-- Exercise objective --
Return all lines from the listing below in which "Avenue" appears.

-- Given records --

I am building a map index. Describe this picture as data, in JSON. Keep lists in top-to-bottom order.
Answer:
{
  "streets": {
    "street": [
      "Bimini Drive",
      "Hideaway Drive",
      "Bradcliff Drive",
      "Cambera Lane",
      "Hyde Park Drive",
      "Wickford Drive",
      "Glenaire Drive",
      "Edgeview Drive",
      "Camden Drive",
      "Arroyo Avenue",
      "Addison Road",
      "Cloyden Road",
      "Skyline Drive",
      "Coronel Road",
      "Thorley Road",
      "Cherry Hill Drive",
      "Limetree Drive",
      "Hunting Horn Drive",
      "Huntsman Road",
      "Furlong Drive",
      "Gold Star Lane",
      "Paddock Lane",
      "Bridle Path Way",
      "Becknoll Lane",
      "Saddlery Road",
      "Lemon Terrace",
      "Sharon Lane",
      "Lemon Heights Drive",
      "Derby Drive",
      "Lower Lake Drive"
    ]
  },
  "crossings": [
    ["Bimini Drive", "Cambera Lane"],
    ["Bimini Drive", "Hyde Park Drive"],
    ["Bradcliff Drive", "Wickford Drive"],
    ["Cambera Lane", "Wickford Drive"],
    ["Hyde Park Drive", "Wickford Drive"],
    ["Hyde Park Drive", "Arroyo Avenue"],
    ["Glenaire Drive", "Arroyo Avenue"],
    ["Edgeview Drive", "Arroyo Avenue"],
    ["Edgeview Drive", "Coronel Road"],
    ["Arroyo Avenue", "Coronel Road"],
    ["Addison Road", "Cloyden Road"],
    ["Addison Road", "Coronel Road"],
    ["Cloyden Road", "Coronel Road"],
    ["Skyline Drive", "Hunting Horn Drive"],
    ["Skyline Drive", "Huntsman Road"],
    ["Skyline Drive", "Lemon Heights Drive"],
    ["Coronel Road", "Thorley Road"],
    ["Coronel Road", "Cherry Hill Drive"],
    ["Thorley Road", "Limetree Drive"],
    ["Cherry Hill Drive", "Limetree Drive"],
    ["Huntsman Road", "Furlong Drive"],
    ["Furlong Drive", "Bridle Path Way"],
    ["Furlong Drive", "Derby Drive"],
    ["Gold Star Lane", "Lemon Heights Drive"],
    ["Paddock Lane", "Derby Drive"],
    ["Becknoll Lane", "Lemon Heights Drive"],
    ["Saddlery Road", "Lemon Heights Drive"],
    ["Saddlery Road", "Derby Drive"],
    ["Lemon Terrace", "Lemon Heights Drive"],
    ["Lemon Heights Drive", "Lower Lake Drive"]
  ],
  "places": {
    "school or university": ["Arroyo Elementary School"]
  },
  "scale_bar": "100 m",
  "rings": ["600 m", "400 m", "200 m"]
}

-- Response to this task --
      "Arroyo Avenue",
    ["Hyde Park Drive", "Arroyo Avenue"],
    ["Glenaire Drive", "Arroyo Avenue"],
    ["Edgeview Drive", "Arroyo Avenue"],
    ["Arroyo Avenue", "Coronel Road"],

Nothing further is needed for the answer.